__Excerpted records__:

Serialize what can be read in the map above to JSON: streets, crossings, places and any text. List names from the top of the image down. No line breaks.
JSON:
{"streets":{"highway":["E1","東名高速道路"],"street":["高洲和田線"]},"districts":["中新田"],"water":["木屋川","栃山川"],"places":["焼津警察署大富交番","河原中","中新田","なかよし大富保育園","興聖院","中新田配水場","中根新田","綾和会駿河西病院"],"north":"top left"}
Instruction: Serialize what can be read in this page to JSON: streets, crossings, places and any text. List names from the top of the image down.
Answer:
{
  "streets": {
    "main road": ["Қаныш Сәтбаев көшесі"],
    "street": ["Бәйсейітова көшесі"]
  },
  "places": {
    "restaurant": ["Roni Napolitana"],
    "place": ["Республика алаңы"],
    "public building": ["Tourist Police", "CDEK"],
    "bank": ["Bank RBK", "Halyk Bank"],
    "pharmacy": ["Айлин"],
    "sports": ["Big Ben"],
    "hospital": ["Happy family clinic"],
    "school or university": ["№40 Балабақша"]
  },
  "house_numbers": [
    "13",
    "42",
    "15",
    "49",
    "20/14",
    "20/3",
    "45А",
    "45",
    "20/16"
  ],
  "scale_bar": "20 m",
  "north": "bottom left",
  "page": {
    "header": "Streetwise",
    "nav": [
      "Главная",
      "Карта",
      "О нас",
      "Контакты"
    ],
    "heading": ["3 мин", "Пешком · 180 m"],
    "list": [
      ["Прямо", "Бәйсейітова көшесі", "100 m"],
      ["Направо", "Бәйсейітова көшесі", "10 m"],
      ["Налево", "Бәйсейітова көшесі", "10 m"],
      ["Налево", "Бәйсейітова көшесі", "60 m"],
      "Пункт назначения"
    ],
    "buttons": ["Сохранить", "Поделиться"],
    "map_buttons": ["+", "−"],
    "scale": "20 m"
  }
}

__Task objective__: All of the entries should be output exactly as they appear above.

__Task response__:
Serialize what can be read in the map above to JSON: streets, crossings, places and any text. List names from the top of the image down. No line breaks.
JSON:
{"streets":{"highway":["E1","東名高速道路"],"street":["高洲和田線"]},"districts":["中新田"],"water":["木屋川","栃山川"],"places":["焼津警察署大富交番","河原中","中新田","なかよし大富保育園","興聖院","中新田配水場","中根新田","綾和会駿河西病院"],"north":"top left"}
Instruction: Serialize what can be read in this page to JSON: streets, crossings, places and any text. List names from the top of the image down.
Answer:
{
  "streets": {
    "main road": ["Қаныш Сәтбаев көшесі"],
    "street": ["Бәйсейітова көшесі"]
  },
  "places": {
    "restaurant": ["Roni Napolitana"],
    "place": ["Республика алаңы"],
    "public building": ["Tourist Police", "CDEK"],
    "bank": ["Bank RBK", "Halyk Bank"],
    "pharmacy": ["Айлин"],
    "sports": ["Big Ben"],
    "hospital": ["Happy family clinic"],
    "school or university": ["№40 Балабақша"]
  },
  "house_numbers": [
    "13",
    "42",
    "15",
    "49",
    "20/14",
    "20/3",
    "45А",
    "45",
    "20/16"
  ],
  "scale_bar": "20 m",
  "north": "bottom left",
  "page": {
    "header": "Streetwise",
    "nav": [
      "Главная",
      "Карта",
      "О нас",
      "Контакты"
    ],
    "heading": ["3 мин", "Пешком · 180 m"],
    "list": [
      ["Прямо", "Бәйсейітова көшесі", "100 m"],
      ["Направо", "Бәйсейітова көшесі", "10 m"],
      ["Налево", "Бәйсейітова көшесі", "10 m"],
      ["Налево", "Бәйсейітова көшесі", "60 m"],
      "Пункт назначения"
    ],
    "buttons": ["Сохранить", "Поделиться"],
    "map_buttons": ["+", "−"],
    "scale": "20 m"
  }
}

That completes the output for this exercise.